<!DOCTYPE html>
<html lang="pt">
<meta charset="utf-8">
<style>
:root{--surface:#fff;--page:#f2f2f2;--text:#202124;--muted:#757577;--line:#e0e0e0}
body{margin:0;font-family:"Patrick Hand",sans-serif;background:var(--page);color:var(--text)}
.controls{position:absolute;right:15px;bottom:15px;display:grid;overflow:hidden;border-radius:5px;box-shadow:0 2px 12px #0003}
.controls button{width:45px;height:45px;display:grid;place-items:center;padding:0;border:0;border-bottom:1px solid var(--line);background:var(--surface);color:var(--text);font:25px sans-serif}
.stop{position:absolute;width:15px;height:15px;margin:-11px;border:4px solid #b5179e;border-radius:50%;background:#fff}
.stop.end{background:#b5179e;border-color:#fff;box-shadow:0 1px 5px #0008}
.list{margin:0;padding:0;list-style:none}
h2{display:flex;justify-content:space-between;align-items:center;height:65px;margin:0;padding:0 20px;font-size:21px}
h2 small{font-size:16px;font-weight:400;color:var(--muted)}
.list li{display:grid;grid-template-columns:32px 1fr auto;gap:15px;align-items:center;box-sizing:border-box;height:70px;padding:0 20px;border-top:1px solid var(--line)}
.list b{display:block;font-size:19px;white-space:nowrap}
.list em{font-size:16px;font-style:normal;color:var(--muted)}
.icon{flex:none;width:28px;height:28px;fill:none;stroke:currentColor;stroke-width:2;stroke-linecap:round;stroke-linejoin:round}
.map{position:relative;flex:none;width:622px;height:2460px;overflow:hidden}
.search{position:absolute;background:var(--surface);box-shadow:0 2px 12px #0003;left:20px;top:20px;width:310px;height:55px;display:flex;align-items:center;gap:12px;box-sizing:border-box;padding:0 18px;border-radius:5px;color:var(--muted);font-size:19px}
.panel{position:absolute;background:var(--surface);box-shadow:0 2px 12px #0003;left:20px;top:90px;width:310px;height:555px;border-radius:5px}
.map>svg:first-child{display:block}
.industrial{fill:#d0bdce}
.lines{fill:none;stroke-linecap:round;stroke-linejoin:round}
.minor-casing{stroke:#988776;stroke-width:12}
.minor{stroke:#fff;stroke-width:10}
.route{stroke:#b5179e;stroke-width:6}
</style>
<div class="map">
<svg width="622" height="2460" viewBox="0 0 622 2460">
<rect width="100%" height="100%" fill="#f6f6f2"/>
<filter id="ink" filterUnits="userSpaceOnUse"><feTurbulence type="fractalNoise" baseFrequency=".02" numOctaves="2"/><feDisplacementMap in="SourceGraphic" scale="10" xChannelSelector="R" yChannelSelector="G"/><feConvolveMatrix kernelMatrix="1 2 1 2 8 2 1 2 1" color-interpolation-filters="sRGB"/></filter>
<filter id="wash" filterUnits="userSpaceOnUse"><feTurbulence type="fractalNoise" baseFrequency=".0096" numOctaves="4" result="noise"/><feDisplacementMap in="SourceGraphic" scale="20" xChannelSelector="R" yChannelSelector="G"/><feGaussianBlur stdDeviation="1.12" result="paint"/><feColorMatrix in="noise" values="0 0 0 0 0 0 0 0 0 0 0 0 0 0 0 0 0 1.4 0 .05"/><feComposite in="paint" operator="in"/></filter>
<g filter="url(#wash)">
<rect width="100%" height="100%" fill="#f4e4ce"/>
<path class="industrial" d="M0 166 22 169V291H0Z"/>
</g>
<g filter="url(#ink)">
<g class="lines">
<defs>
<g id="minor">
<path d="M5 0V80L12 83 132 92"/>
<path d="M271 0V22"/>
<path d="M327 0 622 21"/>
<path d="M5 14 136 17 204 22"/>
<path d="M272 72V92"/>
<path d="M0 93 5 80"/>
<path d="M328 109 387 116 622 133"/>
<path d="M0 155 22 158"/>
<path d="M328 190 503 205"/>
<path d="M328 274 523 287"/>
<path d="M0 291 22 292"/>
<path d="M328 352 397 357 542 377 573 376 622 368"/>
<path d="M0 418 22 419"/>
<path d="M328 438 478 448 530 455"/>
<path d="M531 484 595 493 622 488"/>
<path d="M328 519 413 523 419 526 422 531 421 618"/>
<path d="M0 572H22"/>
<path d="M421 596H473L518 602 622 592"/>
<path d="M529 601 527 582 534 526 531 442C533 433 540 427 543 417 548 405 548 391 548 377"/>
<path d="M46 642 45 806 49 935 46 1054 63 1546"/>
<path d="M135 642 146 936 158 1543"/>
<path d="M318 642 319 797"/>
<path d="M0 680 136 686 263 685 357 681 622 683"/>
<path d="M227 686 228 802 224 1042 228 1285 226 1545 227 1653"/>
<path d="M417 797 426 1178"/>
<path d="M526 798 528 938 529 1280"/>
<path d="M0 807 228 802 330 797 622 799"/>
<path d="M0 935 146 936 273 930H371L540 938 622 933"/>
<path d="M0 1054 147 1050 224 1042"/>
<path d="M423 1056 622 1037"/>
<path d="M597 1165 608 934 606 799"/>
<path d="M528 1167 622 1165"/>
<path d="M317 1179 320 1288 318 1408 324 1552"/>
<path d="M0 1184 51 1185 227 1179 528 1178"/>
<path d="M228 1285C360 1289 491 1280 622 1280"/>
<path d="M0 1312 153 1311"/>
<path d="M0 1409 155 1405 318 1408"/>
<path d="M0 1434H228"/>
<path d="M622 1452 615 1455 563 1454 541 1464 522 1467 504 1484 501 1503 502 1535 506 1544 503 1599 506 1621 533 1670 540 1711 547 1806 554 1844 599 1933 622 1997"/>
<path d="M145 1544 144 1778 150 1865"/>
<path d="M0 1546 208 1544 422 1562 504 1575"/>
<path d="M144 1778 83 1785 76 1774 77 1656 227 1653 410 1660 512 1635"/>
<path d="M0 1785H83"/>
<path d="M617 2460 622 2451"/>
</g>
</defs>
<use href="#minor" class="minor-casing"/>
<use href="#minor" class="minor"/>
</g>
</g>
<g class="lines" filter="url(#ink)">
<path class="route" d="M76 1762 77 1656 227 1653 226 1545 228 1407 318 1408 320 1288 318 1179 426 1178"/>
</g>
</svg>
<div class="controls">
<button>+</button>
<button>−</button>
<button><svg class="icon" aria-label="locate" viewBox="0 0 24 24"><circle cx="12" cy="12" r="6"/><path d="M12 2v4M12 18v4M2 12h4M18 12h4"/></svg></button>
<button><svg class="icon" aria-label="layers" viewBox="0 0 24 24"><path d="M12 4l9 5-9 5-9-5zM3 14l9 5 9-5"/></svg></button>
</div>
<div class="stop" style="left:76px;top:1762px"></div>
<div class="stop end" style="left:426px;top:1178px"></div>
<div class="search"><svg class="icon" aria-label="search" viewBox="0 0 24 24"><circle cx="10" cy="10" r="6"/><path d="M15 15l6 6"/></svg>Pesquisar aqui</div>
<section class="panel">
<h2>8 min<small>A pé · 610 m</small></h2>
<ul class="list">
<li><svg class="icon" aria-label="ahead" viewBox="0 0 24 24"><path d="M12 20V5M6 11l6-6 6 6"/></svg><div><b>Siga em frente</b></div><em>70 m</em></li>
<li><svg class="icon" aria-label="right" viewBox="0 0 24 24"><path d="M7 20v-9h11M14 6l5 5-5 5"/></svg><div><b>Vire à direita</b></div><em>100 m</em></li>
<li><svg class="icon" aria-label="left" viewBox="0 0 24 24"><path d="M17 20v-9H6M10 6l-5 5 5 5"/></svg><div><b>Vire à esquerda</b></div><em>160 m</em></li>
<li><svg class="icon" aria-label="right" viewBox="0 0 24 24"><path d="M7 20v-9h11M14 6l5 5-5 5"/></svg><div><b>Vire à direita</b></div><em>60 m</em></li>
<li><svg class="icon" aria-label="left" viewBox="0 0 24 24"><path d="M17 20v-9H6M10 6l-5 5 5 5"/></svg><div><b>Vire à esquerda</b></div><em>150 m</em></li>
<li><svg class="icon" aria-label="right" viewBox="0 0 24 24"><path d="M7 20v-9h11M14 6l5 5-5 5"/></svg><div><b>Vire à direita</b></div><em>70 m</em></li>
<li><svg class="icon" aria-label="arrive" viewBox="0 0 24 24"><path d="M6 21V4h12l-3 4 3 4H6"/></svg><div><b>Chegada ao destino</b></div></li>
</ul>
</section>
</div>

Task statement: Only the lines containing the word "bottom" should be returned from the data above.

Finished task:
.controls{position:absolute;right:15px;bottom:15px;display:grid;overflow:hidden;border-radius:5px;box-shadow:0 2px 12px #0003}
.controls button{width:45px;height:45px;display:grid;place-items:center;padding:0;border:0;border-bottom:1px solid var(--line);background:var(--surface);color:var(--text);font:25px sans-serif}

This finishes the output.